Supplied records:
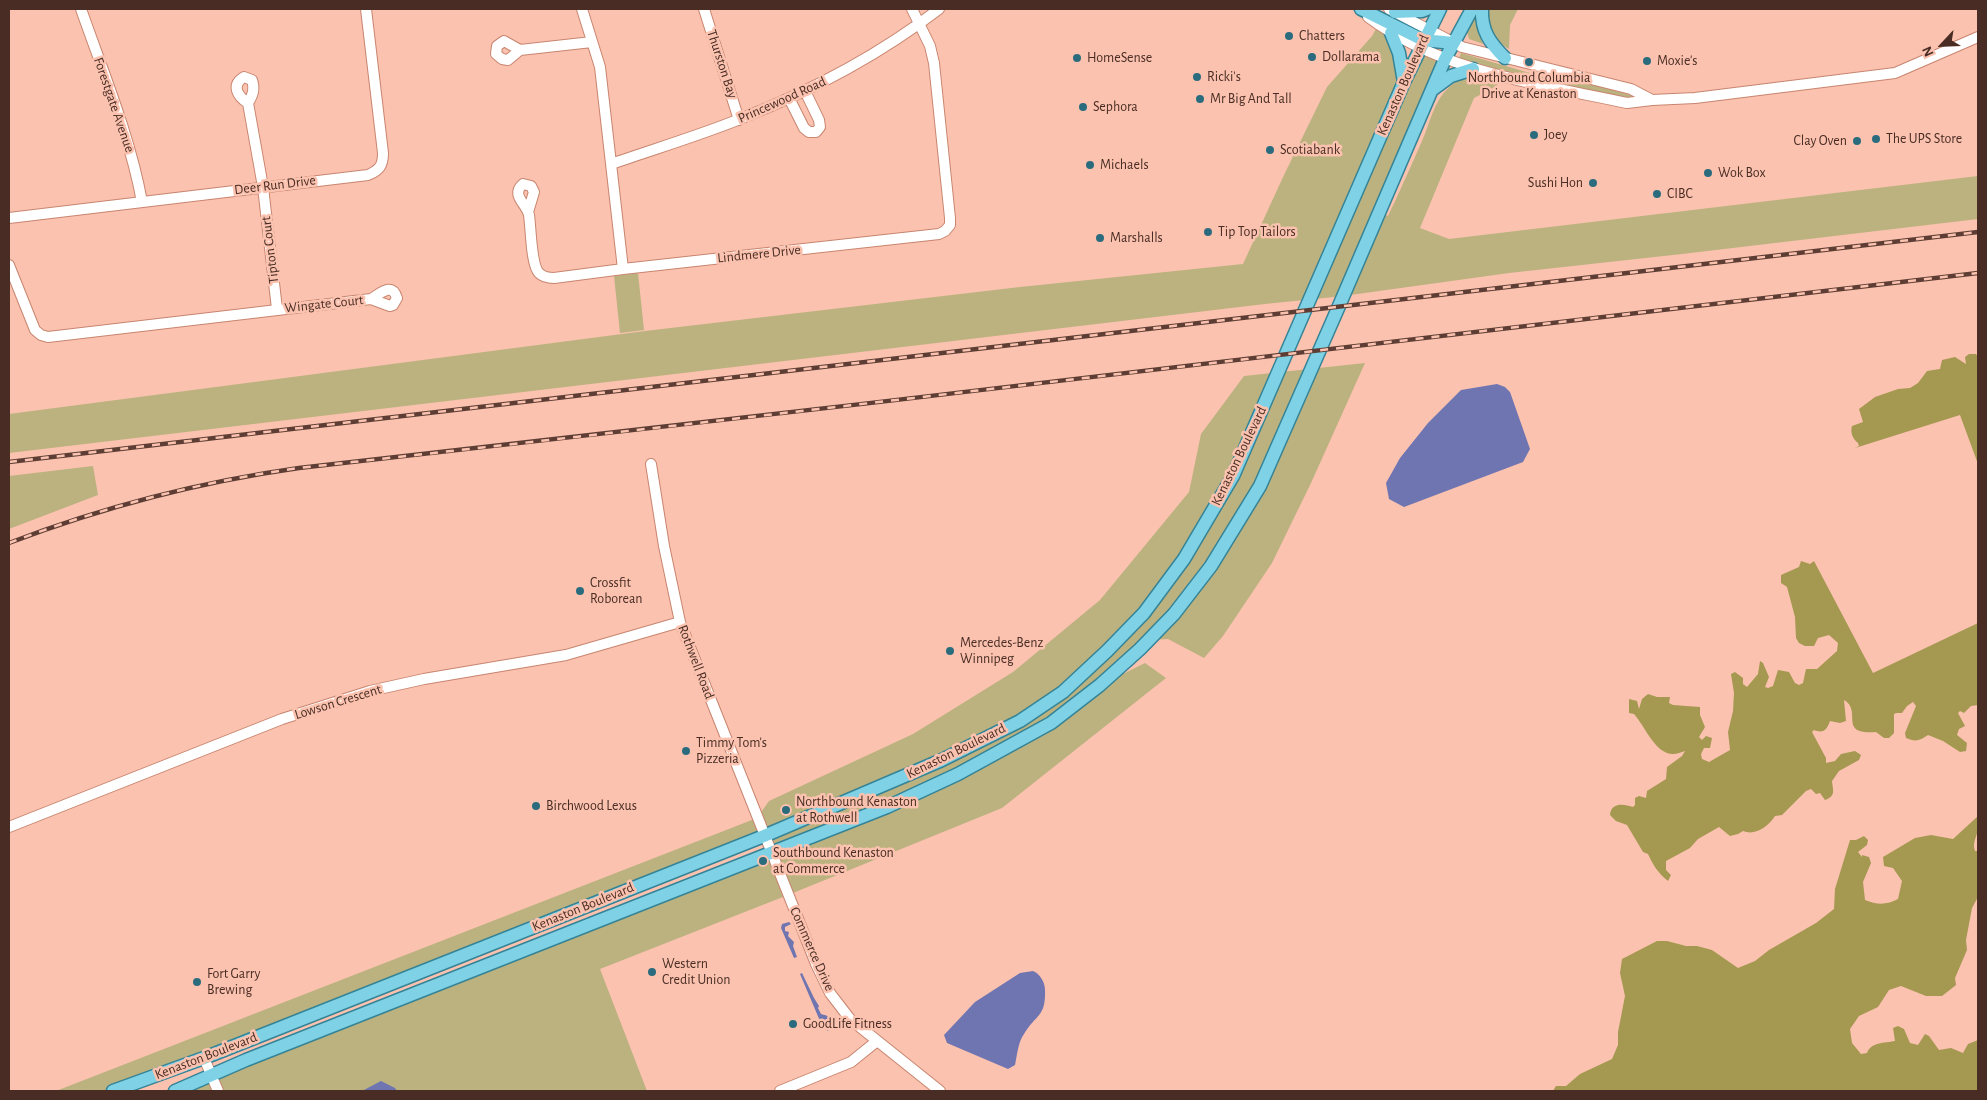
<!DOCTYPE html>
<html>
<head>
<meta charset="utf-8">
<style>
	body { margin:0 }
	#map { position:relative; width:1987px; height:1100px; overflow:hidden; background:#fbc2af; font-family:"Alegreya Sans",sans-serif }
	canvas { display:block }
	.frame { position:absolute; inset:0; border:10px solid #492d24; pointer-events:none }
	.north { position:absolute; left:1917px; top:20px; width:50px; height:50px; -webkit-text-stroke:4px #fbc2af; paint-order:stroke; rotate:245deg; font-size:14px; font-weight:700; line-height:20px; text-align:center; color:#492d24 }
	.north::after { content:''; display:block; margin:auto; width:18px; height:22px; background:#492d24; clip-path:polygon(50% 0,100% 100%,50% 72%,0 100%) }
</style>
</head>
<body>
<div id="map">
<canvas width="1987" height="1100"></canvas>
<div class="frame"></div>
<div class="north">N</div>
</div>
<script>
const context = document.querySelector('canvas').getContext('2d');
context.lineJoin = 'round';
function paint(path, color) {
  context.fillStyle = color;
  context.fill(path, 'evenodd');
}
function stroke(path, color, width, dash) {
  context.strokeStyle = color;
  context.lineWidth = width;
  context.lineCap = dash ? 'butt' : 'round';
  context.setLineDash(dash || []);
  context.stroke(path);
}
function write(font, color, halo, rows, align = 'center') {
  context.font = font + ' "Alegreya Sans",sans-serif';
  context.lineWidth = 5;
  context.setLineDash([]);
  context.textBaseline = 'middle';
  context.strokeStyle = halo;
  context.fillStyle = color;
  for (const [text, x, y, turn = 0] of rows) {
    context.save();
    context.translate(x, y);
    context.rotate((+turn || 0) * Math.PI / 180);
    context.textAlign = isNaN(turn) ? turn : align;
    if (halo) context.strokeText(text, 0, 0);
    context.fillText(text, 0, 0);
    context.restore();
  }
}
paint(new Path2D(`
	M1487,9H1518L1510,25L1509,49C1496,42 1483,24 1487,9Z
	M1476,17L1477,29L1483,44L1469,39L1467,32Z
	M1378,25L1391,33L1404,81L1420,47L1445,59L1380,212L1388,216C1400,191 1411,166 1422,141C1431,121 1434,98 1453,84C1464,75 1485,79 1498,82L1497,86L1474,98L1420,228L1449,239L1978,176V219L1682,254L1509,273L1343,296L1265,304L9,453V414L645,331L1020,287L1243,264L1284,175L1327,87L1372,36Z
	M1461,53L1547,78L1594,85L1634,96L1627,99L1473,65L1459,58Z
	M638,273L644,330L620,333L614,276Z
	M1365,363L1311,483L1272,563L1223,636L1204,658L1168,639L1148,640L1103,684L1145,663L1166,678L1002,808L788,895L600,969L647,1091H178L771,852L764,836L107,1091H56L757,818L769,801L913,734L1013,672L1100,600L1189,492L1201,434L1244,376Z
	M93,466L98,495L9,529V476Z`), '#bbb27f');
paint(new Path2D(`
	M1969,354H1976L1978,357V464L1960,415L1855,448L1859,446L1858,443C1853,439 1850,433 1852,426L1863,422L1859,409L1875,397L1898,389L1910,388L1918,383L1927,371L1940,369L1942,360L1955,357L1966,364L1965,357Z
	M1801,561L1810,564L1814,561L1873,673L1978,623V705L1971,706L1964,713L1960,711L1958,713L1965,726L1959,729L1957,735L1967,743L1966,751L1960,752L1943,741L1928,735C1920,741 1915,742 1906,738L1905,733L1916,706L1913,702L1907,706L1902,713H1896L1894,714V733L1889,738H1884L1876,732C1837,735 1863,711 1844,700L1846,721L1840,723L1830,721C1827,729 1824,734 1814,730L1812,732L1826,758V763L1835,761L1841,754L1855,751L1861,755L1859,760L1839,771L1832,781C1833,791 1836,796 1825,800L1820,793L1816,794L1811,789L1806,791L1782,815L1775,816C1768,827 1755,836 1743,831L1738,834L1730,836L1719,827L1698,839L1690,848L1666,861V870L1671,875L1668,881C1658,873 1653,865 1648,854L1643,852L1627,825L1616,821L1610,815C1611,802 1624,804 1633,807L1635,805V798L1639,796L1646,798L1647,791L1666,779L1667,767L1682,756L1685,751C1681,752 1677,754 1673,754C1655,754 1645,726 1634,714L1629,713V699L1637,701L1639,709L1642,699L1648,694L1657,697H1670L1669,703L1673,705L1700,707V715L1705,727L1699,737L1702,740L1706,736L1712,738L1710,748H1704L1701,754L1702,759L1709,762L1730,750L1728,732L1733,711L1734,693L1731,674L1735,672L1743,678V684L1747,687L1758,674L1760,661L1763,663L1769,677L1765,687L1768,688L1773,686L1778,670L1789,672L1795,683L1799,685L1803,683L1806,669H1817L1837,651L1838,643L1829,635L1818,638L1814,646H1805L1799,643L1796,638L1795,617L1787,587L1781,583V575L1799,567Z
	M1978,816C1978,820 1979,825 1978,829C1977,837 1972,842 1975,851H1978V897L1972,908L1966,940L1967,950L1955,978L1956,985L1942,996H1926L1901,986L1889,990L1878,1007L1859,1016L1850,1029L1852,1043L1861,1054L1867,1053C1871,1042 1884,1043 1895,1041L1893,1028L1898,1026L1904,1029L1910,1043L1918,1045L1925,1034L1929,1036L1939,1050L1951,1048L1963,1053L1968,1044L1978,1040V1091H1553L1556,1086H1566L1580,1074L1612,1059L1618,1045V1032L1625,996L1620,973L1622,959L1657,941H1667L1686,946H1697L1712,950L1738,968L1755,961L1769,950L1816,923L1834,909L1835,889L1850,840H1856L1864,836L1868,840L1867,845L1858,852L1862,857V855L1869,857L1871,863L1863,882L1865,900C1877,905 1887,905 1898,899L1902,881L1893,868L1884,866L1883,857L1915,838L1931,835L1953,839Z`), '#a59851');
paint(new Path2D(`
	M1497,384L1505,387L1510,392L1530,449L1523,462L1404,507L1389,499L1386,483L1400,458L1428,423L1461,390Z
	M789,922L791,924L785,927V931L789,932L788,936L794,942L793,946L797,957L794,958L781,928L782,924Z
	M1033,971C1040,974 1045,982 1045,990C1046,1017 1036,1014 1024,1034C1018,1042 1017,1056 1015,1065L1008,1069L947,1043L944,1035L975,1002L1020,973Z
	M802,973L814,998L819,1006L818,1008L821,1014C828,1016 831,1016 833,1023L828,1031L823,1028L800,974Z
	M381,1081L395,1088L397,1091H362Z`), '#6f75b1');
const minor = new Path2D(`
	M81,9C103,72 130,136 142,202
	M582,9L600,67L623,269L939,234L945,231L950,225V218L934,63L930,46L912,9
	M704,9L739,120
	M1389,9L1462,47L1631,89L1652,100
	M1368,17C1442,72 1538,84 1627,103L1652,100L1695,98L1895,73L1978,37
	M520,50L508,60L502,59L496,54L497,46L504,41L520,50L592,42
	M789,98L804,128L809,132H816L820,127L819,120L805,91
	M248,103C237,96 231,85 244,77L252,80C255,89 253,95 248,103L263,187L277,309
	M611,164C654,149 698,136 740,119C811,91 879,55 939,9
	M528,212L534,192L531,186L523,184C510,195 527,204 529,215C531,228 531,265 539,273C543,277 549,278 554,278L623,269
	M9,218L368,175C380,170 383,165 383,153L366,9
	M9,265L35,330L41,335L48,337L371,299L390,306L393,305L397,298C392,282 381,293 371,299
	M651,464L664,546L680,622L816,964L830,993L850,1019L940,1091
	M9,827L282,719L370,691L424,679L566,655L680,622
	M204,1058L218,1091
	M780,1091L851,1062L877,1041`);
const major = new Path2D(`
	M1361,9L1423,40L1453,43
	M1482,9C1481,31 1490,43 1505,58
	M1395,12L1422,11L1427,9
	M1391,33L1399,53L1404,82
	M1432,90L1451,76L1473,69
	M113,1091L204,1058L764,836L942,760L1020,721L1063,692L1107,651L1144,613L1184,559L1233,476L1404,82L1440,9
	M175,1091L246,1060L887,807L958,774L1051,723L1100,685L1140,649L1174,614L1211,566L1260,486L1339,306L1445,59L1472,9`);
stroke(minor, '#c8856f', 12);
stroke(major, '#358396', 15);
stroke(minor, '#fff', 10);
stroke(major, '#7fd1e5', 12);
const rail = new Path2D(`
	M9,462L1978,232
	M9,543C103,507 199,482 299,468C859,406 1419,338 1978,273`);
stroke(rail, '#5e3e34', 4.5);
stroke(rail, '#fbc2af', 2.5, [8]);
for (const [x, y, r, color] of [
	[1289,36,5,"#2a6c7e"],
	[1312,57,5,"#2a6c7e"],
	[1077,58,5,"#2a6c7e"],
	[1647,61,5,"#2a6c7e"],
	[1529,62,5,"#2a6c7e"],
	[1197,77,5,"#2a6c7e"],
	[1200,99,5,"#2a6c7e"],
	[1083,107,5,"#2a6c7e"],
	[1534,135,5,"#2a6c7e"],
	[1876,139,5,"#2a6c7e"],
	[1857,141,5,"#2a6c7e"],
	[1270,150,5,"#2a6c7e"],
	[1090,165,5,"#2a6c7e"],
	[1708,173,5,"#2a6c7e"],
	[1593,183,5,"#2a6c7e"],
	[1657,194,5,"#2a6c7e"],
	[1208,232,5,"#2a6c7e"],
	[1100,238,5,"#2a6c7e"],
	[580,591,5,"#2a6c7e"],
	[950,651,5,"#2a6c7e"],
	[686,751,5,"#2a6c7e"],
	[536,806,5,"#2a6c7e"],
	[786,810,5,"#2a6c7e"],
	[763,861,5,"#2a6c7e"],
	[652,972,5,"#2a6c7e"],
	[197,982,5,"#2a6c7e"],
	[793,1024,5,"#2a6c7e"]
]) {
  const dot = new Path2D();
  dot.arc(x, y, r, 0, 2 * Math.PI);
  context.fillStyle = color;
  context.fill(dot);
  stroke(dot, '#fbc2af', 2);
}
write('14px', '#492d24', '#fbc2af', [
	["Chatters",1299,36],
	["Dollarama",1322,57],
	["HomeSense",1087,58],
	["Moxie's",1657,61],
	["Ricki's",1207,77],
	["Northbound Columbia",1529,78,"center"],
	["Drive at Kenaston",1529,94,"center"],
	["Mr Big And Tall",1210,99],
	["Sephora",1093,107],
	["Joey",1544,135],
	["The UPS Store",1886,139],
	["Clay Oven",1847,141,"right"],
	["Scotiabank",1280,150],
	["Michaels",1100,165],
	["Wok Box",1718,173],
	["Sushi Hon",1583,183,"right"],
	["CIBC",1667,194],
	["Tip Top Tailors",1218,232],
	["Marshalls",1110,238],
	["Crossfit",590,583],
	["Roborean",590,599],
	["Mercedes-Benz",960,643],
	["Winnipeg",960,659],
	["Timmy Tom's",696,743],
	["Pizzeria",696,759],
	["Northbound Kenaston",796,802],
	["at Rothwell",796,818],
	["Birchwood Lexus",546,806],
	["Southbound Kenaston",773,853],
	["at Commerce",773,869],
	["Western",662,964],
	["Credit Union",662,980],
	["Fort Garry",207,974],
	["Brewing",207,990],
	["GoodLife Fitness",803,1024]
], 'left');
write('14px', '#492d24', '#fbc2af', [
	["Thurston Bay",722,64,72],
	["Kenaston Boulevard",1403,85,-66],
	["Princewood Road",782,100,-24],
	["Forestgate Avenue",114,105,71],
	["Deer Run Drive",275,185,-7],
	["Tipton Court",270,250,-97],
	["Lindmere Drive",759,254,-6],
	["Wingate Court",324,304,-6],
	["Kenaston Boulevard",1239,456,-64],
	["Rothwell Road",696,662,69],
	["Lowson Crescent",338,702,-17],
	["Kenaston Boulevard",956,751,-26],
	["Kenaston Boulevard",583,907,-22],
	["Commerce Drive",812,949,66],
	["Kenaston Boulevard",206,1056,-21]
]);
</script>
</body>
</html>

Problem to solve: Check the listing above for "rows". Show every line where it turns up.

Response below:
function write(font, color, halo, rows, align = 'center') {
  for (const [text, x, y, turn = 0] of rows) {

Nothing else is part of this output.